Try it
Say how many lines in the material below contain the word "image", giving the number alone.

Entries provided
■ ■ ■
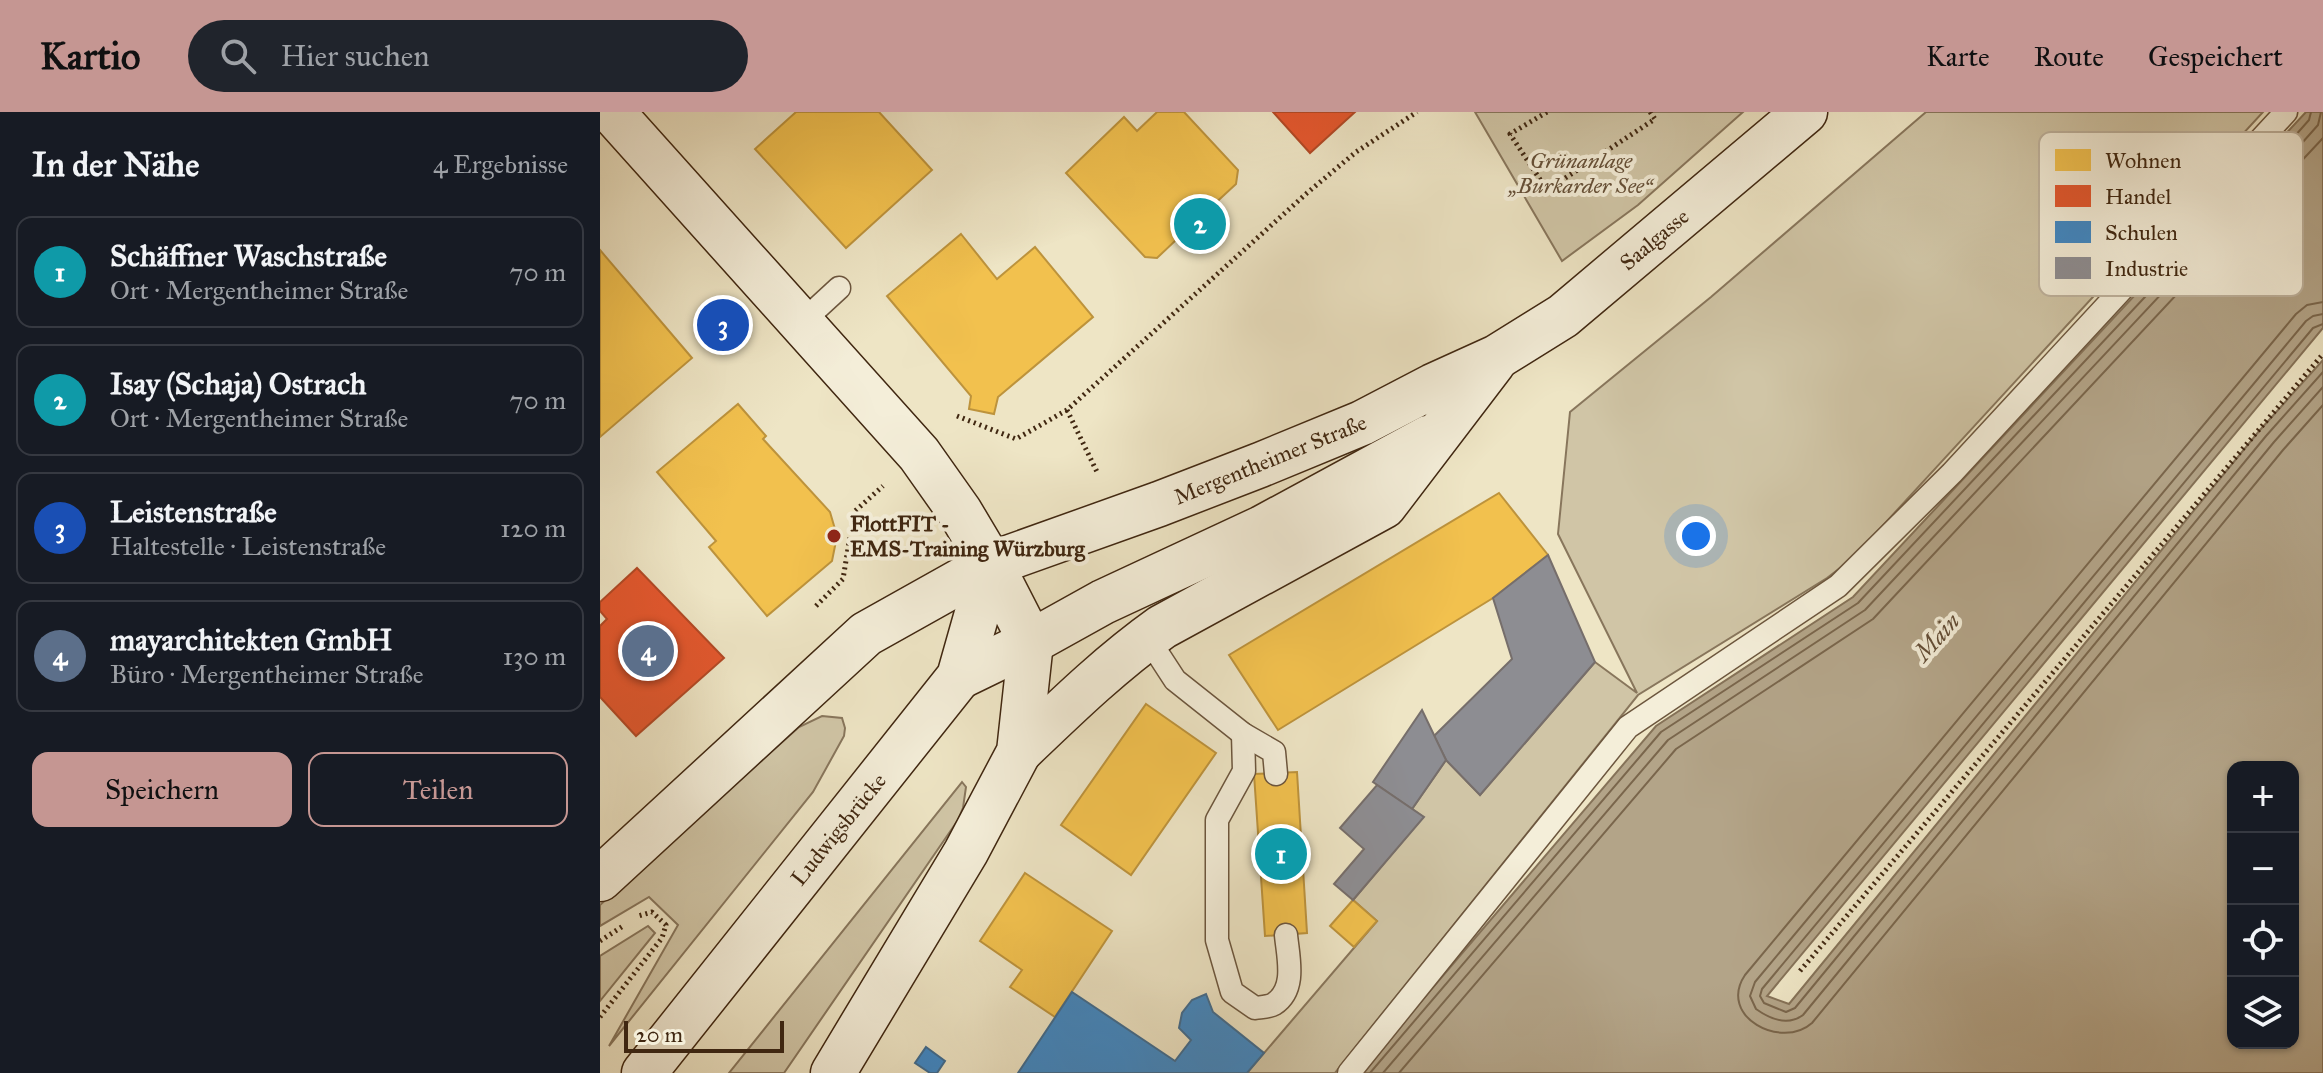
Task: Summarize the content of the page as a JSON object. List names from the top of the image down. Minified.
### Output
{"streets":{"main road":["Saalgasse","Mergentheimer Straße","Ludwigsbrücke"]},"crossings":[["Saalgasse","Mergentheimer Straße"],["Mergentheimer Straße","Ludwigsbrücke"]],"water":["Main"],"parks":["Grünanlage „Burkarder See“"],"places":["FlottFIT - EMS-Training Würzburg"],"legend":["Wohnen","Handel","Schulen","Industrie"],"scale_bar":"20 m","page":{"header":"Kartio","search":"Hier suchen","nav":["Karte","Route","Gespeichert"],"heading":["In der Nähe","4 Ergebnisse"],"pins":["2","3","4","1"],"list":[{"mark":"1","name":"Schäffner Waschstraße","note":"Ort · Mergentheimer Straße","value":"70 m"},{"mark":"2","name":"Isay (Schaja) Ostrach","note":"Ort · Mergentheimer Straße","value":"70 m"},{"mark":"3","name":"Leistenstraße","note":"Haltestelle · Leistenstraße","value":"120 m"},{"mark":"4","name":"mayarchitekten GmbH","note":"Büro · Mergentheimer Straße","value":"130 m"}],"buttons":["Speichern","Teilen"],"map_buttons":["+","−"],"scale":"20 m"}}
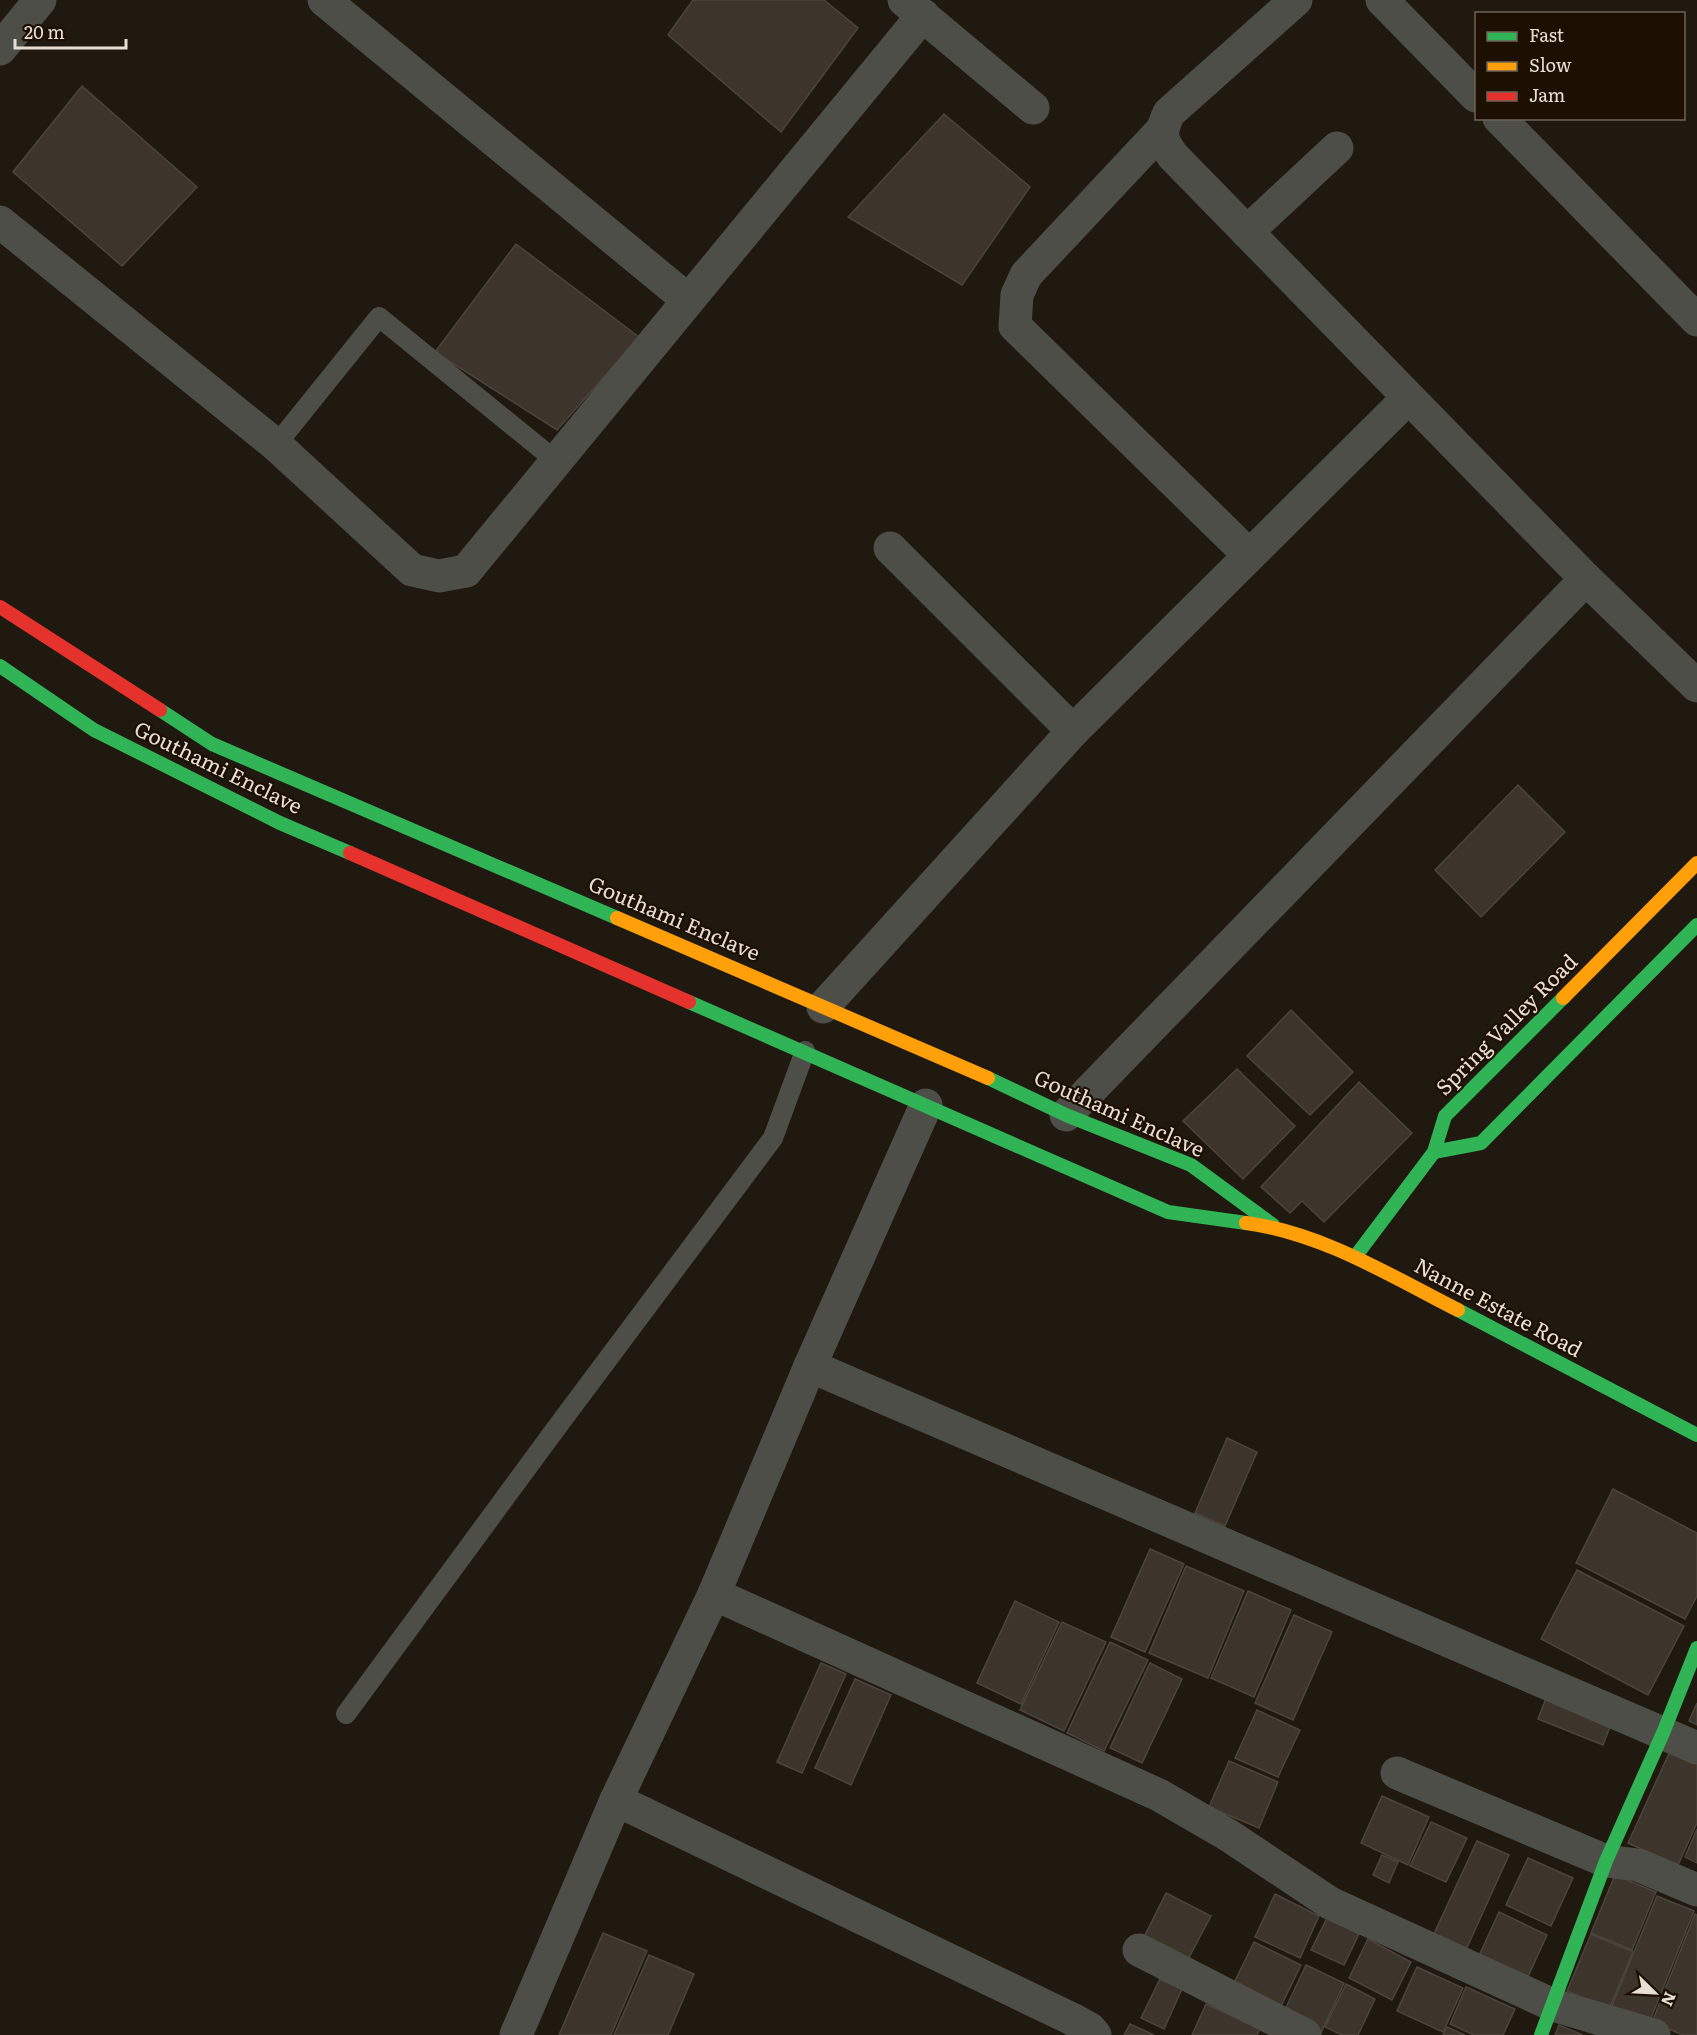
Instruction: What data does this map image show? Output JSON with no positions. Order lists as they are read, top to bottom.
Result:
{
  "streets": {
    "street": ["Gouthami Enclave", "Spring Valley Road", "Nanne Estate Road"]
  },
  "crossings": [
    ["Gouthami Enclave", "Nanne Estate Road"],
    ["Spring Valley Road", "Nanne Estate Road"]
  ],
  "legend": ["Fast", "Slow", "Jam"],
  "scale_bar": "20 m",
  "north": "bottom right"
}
■ ■ ■
Finished exercise
2